◆ **Collected data**:
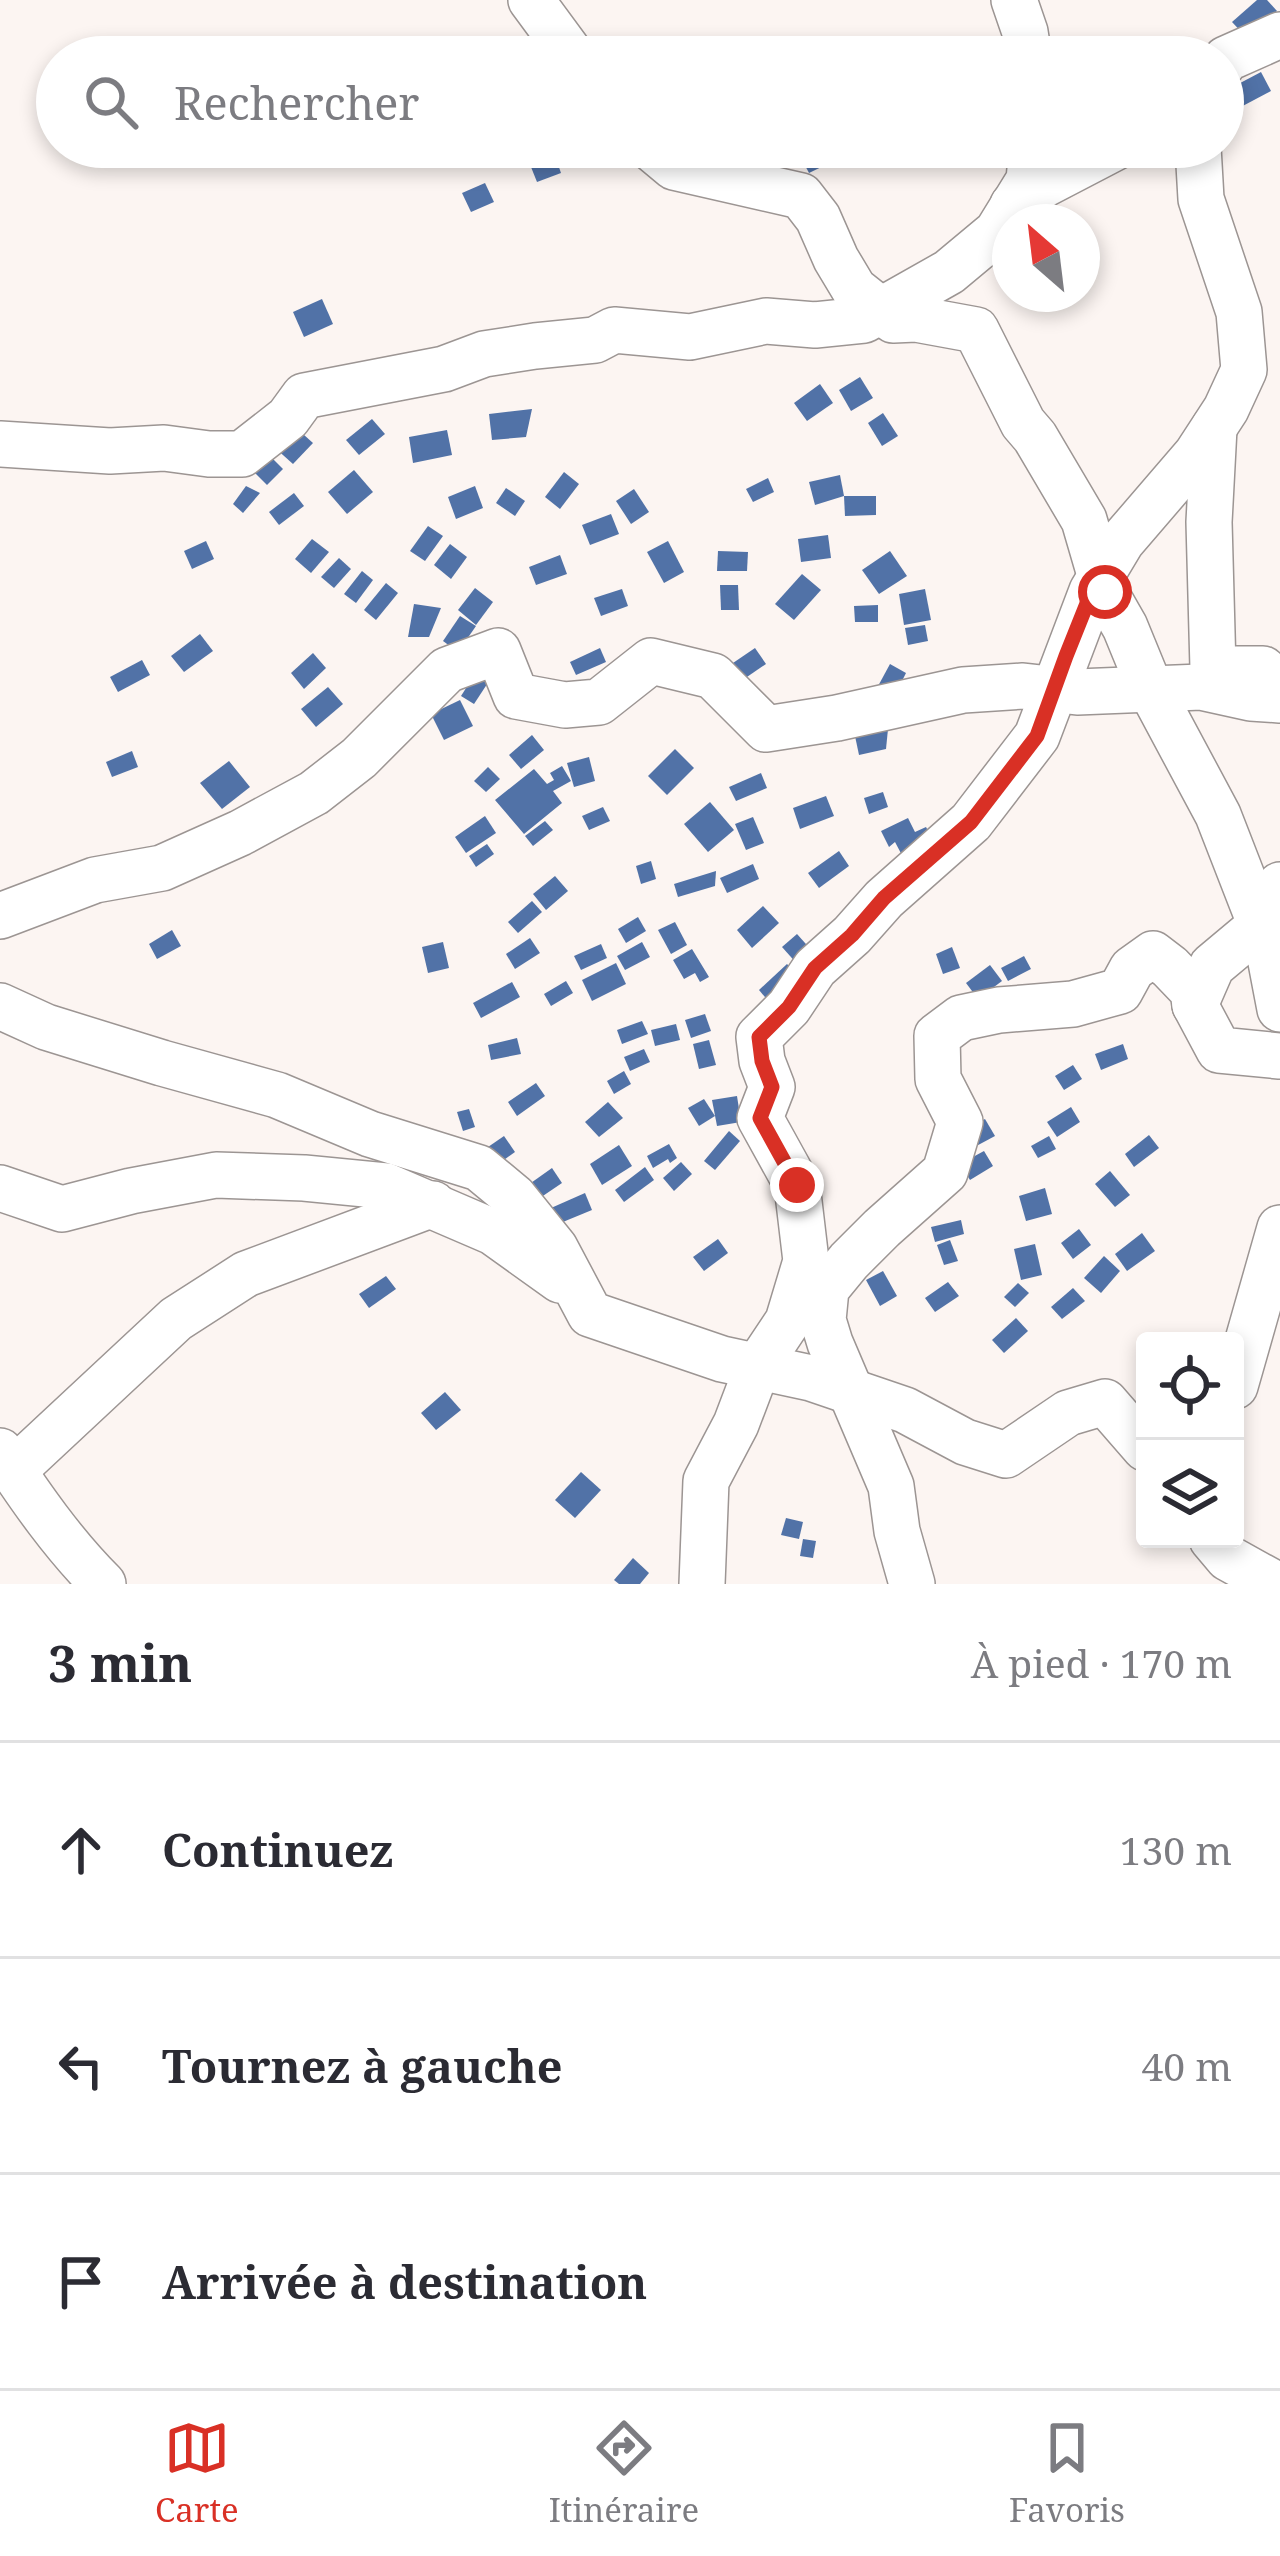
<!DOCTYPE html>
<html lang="fr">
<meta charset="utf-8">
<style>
body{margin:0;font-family:"Noto Serif",serif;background:#f2f2f3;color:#2b2b33}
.controls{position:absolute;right:36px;bottom:36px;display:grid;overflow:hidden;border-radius:12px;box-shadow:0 6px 18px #0003}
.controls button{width:108px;height:108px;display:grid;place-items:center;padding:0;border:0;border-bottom:3px solid #e1e1e2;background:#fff;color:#2b2b33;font:60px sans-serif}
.compass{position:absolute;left:992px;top:204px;width:108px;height:108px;border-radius:50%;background:#fff;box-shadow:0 6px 18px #0003;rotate:332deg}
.stop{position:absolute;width:36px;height:36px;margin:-27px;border:9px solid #d93025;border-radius:50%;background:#fff}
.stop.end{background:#d93025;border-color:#fff;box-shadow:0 3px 12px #0008}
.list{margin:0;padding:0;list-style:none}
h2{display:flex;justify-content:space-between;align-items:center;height:156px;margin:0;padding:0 48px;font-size:51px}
h2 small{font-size:39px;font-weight:400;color:#7c7c81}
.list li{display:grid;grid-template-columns:78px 1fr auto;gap:36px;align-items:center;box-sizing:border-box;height:216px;padding:0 48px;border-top:3px solid #e1e1e2}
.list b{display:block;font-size:45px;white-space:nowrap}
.list em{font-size:39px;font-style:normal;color:#7c7c81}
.icon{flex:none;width:66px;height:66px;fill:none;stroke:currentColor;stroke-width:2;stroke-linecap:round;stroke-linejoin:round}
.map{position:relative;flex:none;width:1280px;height:1584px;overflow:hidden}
.search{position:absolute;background:#fff;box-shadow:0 6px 18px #0003;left:36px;right:36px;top:36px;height:132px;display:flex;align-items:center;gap:30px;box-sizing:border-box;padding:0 42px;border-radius:66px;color:#7c7c81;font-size:45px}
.sheet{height:804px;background:#fff}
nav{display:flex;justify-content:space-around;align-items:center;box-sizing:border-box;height:168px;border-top:3px solid #e1e1e2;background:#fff;font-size:33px;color:#7c7c81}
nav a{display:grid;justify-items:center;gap:6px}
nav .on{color:#d93025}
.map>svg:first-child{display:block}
</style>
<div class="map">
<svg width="1280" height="1584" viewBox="0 0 1280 1584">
<rect width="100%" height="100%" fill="#fcf5f2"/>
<g fill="#5172a7">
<polygon points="1257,0 1267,0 1277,11 1247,38 1232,22"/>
<polygon points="1261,72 1271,91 1237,109 1227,90"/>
<polygon points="817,147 832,147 838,159 809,173 800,156"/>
<polygon points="915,147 938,147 942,154 918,168 908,151"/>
<polygon points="554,153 561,173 537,182 529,162"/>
<polygon points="485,183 494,202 471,212 462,193"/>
<polygon points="322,299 333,324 304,337 293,312"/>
<polygon points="860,377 873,398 851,411 839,390"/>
<polygon points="820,384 833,403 807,421 794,403"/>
<polygon points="532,409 526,437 492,440 489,414"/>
<polygon points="883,413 898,436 882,446 868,423"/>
<polygon points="372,419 385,434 359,455 346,440"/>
<polygon points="294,426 313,443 293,464 274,447"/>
<polygon points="447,430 452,455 413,463 409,437"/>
<polygon points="269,455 283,469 267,485 253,471"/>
<polygon points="354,470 373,492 347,514 328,492"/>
<polygon points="564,472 579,484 560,509 545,497"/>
<polygon points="840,475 844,496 815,505 809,482"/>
<polygon points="768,478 774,492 753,502 746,489"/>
<polygon points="246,486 260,493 243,513 233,504"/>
<polygon points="475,486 483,508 456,519 448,497"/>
<polygon points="506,488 525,501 515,516 496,503"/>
<polygon points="634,489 649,512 631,524 616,501"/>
<polygon points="294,493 304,506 279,525 269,512"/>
<polygon points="844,496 876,496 876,515 845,516"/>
<polygon points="611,514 619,534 590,545 582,525"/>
<polygon points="428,526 443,536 425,561 410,551"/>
<polygon points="828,535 831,558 801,562 798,539"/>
<polygon points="312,539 329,552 311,573 295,559"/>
<polygon points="206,541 214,559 192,569 184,551"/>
<polygon points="668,541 684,572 664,583 647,552"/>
<polygon points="450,544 467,557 451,579 434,565"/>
<polygon points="718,551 748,552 747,571 717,571"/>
<polygon points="890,551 907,576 879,594 862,570"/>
<polygon points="560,555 567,574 536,585 529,567"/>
<polygon points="339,558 351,569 334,588 321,577"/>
<polygon points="362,571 373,580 356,603 344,594"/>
<polygon points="802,574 821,590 794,620 775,604"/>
<polygon points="386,583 398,593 376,620 364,610"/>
<polygon points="720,585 738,585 739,610 721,610"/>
<polygon points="475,588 493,602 476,625 458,610"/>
<polygon points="622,589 628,606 601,616 594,598"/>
<polygon points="925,589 931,620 904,625 899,594"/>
<polygon points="414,604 441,608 429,637 408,637"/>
<polygon points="878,605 878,622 855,622 854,606"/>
<polygon points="460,616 476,626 458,652 443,641"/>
<polygon points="925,625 928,641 908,645 905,628"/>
<polygon points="200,634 213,651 184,672 171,656"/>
<polygon points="600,648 606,662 576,675 570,662"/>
<polygon points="755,648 766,664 744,679 733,663"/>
<polygon points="313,653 326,668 304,689 291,673"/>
<polygon points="142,660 150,675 118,692 110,677"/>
<polygon points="482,663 495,672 474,704 461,696"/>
<polygon points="890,664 906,673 894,697 877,688"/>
<polygon points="328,687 343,704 316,727 301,709"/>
<polygon points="460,700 473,726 444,740 431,714"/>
<polygon points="888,729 886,749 859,755 855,736"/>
<polygon points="532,735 544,750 521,769 509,755"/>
<polygon points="675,749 694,768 667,795 648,776"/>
<polygon points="132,751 138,767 112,777 106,762"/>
<polygon points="589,757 595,781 574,787 567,763"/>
<polygon points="229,761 250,787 222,809 200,783"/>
<polygon points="562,766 571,781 553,791 562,803 524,834 495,800 534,769 547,784 554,780 550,773"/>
<polygon points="488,767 500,779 486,792 474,781"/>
<polygon points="761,773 767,788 736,801 729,787"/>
<polygon points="883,792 888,807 869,814 864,798"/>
<polygon points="826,796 834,816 800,829 793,808"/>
<polygon points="710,802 734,830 708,852 684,824"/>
<polygon points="603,807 610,821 589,830 582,816"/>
<polygon points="485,816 496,833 466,853 455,837"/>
<polygon points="753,817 764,843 746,850 735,824"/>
<polygon points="908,818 915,832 926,827 935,844 904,859 895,842 889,847 881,831"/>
<polygon points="545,821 553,830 533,846 525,836"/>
<polygon points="487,844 494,854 476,867 469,856"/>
<polygon points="839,851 849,866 819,888 808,873"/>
<polygon points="651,861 656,879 641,884 636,866"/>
<polygon points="753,864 759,879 727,893 720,878"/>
<polygon points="716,871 715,886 678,897 674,884"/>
<polygon points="555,876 568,891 546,910 533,894"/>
<polygon points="532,901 542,912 518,933 508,922"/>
<polygon points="763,906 779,923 752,948 737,930"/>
<polygon points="638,917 646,931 626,943 618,929"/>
<polygon points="675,922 687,945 671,954 658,930"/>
<polygon points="172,930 181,946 157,959 149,944"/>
<polygon points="797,934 822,962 807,975 782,947"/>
<polygon points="530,938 540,953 515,969 506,954"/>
<polygon points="443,942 449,968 428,973 422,947"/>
<polygon points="642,942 650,957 625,970 617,956"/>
<polygon points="601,944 607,958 581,970 574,956"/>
<polygon points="952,947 960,968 943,974 936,954"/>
<polygon points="692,949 709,977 700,982 695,973 684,979 673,960"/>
<polygon points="1024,956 1031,969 1008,981 1001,968"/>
<polygon points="616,963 626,984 592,1001 582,980"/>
<polygon points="787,964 798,976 770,1003 759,990"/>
<polygon points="990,965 1002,981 978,999 966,983"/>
<polygon points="566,981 573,993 551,1006 544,994"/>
<polygon points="512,982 520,997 481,1018 473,1003"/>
<polygon points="705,1014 711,1031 691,1038 685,1020"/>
<polygon points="642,1021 648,1034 622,1044 617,1030"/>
<polygon points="676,1024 680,1040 655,1046 651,1030"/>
<polygon points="517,1038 521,1054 491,1060 488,1045"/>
<polygon points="709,1040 716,1065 699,1069 693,1044"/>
<polygon points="1123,1044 1128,1059 1101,1070 1095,1054"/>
<polygon points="644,1049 650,1062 630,1071 624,1057"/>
<polygon points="1073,1065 1082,1079 1064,1090 1055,1076"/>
<polygon points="624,1071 631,1084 614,1094 607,1081"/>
<polygon points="536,1083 545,1096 517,1116 508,1102"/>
<polygon points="737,1096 741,1122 717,1126 712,1100"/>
<polygon points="704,1099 715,1116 699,1126 688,1108"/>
<polygon points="608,1102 623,1118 599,1137 585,1122"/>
<polygon points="1071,1107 1080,1122 1057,1137 1047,1122"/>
<polygon points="469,1109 475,1127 463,1131 457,1112"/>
<polygon points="985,1119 995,1136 967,1151 958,1134"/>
<polygon points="729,1131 740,1141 715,1170 704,1161"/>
<polygon points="1149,1135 1159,1148 1134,1167 1125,1154"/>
<polygon points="504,1136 515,1152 486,1173 475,1156"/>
<polygon points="1049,1136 1056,1149 1038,1158 1031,1146"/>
<polygon points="669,1144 677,1158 670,1163 668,1159 653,1168 647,1156"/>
<polygon points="619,1145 632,1166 602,1185 590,1164"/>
<polygon points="984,1151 993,1166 970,1180 960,1164"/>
<polygon points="681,1162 692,1174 674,1191 663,1178"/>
<polygon points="645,1167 654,1180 624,1202 615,1190"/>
<polygon points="552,1168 562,1183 531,1204 521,1190"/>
<polygon points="1110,1171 1130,1195 1115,1207 1095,1184"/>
<polygon points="1045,1188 1052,1214 1026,1221 1019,1196"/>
<polygon points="585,1193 592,1210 558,1224 551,1208"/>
<polygon points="961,1220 964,1234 935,1242 931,1227"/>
<polygon points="1079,1229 1091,1245 1073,1259 1061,1243"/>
<polygon points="1142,1233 1155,1251 1127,1271 1115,1254"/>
<polygon points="718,1239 728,1253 704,1271 693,1257"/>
<polygon points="950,1240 958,1261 944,1265 937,1245"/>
<polygon points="1035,1244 1042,1275 1021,1280 1014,1249"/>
<polygon points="1104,1256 1120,1271 1101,1293 1084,1278"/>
<polygon points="883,1271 897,1296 880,1306 866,1280"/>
<polygon points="386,1276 396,1289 369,1308 359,1294"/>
<polygon points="948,1282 959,1296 935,1312 925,1298"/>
<polygon points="1018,1283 1029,1293 1015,1307 1004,1297"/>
<polygon points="1073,1288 1085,1301 1062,1319 1051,1307"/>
<polygon points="1016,1318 1028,1331 1004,1353 992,1340"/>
<polygon points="445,1392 461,1410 436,1430 421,1413"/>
<polygon points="581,1472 601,1490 575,1518 555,1500"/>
<polygon points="786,1518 803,1522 799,1539 781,1535"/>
<polygon points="803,1539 816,1541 813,1558 800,1556"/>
<polygon points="633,1558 649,1573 640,1584 619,1584 614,1580"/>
</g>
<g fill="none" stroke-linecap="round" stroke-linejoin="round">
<g stroke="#9c9593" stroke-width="48">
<g id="minor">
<polyline points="531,0 573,57"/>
<polyline points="1014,0 1025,32 1029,57"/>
<polyline points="1223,64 1226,59 1280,35"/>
<polyline points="650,147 674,167 801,196 818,218 836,259 854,289 893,320 916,319 976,330 1023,423 1035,437 1084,520 1105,592 1125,627 1150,688 1218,815 1267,941 1280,1009"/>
<polyline points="1013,205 1045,184 1116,147"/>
<polyline points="1214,428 1209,522 1213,669 1263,669"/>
<polyline points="0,444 110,451 164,448 209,454 242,454 288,418 304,396 444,369 484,354 535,346 595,340 614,330 690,337 766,321 815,325 864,320 949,272 997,232 1029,180 1032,147"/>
<polyline points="0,916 95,880 162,868 240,833 314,793 359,758 447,670 498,651 516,696 565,705 599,702 651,661 713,676 766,729 837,718 963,690 1023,686 1077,692 1201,687 1251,698 1280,700"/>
<polyline points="1195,1005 1212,966 1261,925 1280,885"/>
<polyline points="0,1006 46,1027 162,1063 277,1095 370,1134 479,1168 514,1197 555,1248 590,1314 722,1359 811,1378 905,1410 965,1442 1006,1455 1068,1413 1105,1402 1145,1448"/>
<polyline points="0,1188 62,1209 131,1191 216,1175 304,1178 386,1186 493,1232 560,1280"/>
<polyline points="1235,1386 1280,1228"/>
<path d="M0,1451C31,1498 63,1544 103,1584"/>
<polyline points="13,1471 176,1319 246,1274 433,1204"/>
<polyline points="1212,1539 1228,1558 1275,1584"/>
<polyline points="702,1584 706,1481 736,1424 758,1366 788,1321 806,1261 797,1185 760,1118 772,1087 762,1061 759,1037 789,1007 815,968 852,935 884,899 971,822 1037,736 1092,591 1122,541 1196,455 1226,409 1244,370 1239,312 1201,199 1198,147"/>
<polyline points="912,1584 897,1531 891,1486 830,1343 823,1320 826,1289 849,1261 882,1228 945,1172 960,1122 938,1079 937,1036 961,1018 999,1010 1073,1004 1120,991 1132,969 1153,954 1170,967 1193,991 1195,1005 1219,1050 1280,1056"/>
</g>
</g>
<use href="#minor" stroke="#fff" stroke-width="45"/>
</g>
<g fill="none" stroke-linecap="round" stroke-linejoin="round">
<polyline stroke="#d93025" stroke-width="15" points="797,1185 760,1118 772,1087 762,1061 759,1037 789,1007 815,968 852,935 884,898 971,822 1037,736 1066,656 1092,591 1101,577 1105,592"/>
</g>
</svg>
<div class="controls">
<button><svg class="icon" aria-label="locate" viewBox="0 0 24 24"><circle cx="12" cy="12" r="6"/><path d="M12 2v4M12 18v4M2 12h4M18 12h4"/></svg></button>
<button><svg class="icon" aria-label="layers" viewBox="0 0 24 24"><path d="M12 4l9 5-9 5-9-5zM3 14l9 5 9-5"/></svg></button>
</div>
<svg class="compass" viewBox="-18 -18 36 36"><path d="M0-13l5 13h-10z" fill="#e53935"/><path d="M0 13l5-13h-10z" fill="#7c7c81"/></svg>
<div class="stop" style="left:1105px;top:592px"></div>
<div class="stop end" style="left:797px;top:1185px"></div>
<div class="search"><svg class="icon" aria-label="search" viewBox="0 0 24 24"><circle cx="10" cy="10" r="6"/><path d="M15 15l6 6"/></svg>Rechercher</div>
</div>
<section class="sheet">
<h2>3 min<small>À pied · 170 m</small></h2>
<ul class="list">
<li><svg class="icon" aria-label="ahead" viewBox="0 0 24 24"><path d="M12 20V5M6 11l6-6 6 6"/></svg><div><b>Continuez</b></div><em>130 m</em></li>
<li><svg class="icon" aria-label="left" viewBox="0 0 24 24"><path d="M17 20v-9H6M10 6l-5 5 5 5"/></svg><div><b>Tournez à gauche</b></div><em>40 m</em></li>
<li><svg class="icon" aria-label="arrive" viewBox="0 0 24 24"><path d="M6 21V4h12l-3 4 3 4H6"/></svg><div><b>Arrivée à destination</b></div></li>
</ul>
</section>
<nav>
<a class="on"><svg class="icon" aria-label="map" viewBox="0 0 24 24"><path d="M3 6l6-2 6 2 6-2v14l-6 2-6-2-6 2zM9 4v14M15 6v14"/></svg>Carte</a>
<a><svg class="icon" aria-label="directions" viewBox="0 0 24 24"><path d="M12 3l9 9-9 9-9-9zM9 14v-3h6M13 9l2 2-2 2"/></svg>Itinéraire</a>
<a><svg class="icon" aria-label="saved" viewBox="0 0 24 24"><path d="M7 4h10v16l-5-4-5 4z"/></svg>Favoris</a>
</nav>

◆ **TASK ITEM**: Where does the word "grid" appear in the records? Copy every line that holds it.

◆ **TASK RESPONSE**:
.controls{position:absolute;right:36px;bottom:36px;display:grid;overflow:hidden;border-radius:12px;box-shadow:0 6px 18px #0003}
.controls button{width:108px;height:108px;display:grid;place-items:center;padding:0;border:0;border-bottom:3px solid #e1e1e2;background:#fff;color:#2b2b33;font:60px sans-serif}
.list li{display:grid;grid-template-columns:78px 1fr auto;gap:36px;align-items:center;box-sizing:border-box;height:216px;padding:0 48px;border-top:3px solid #e1e1e2}
nav a{display:grid;justify-items:center;gap:6px}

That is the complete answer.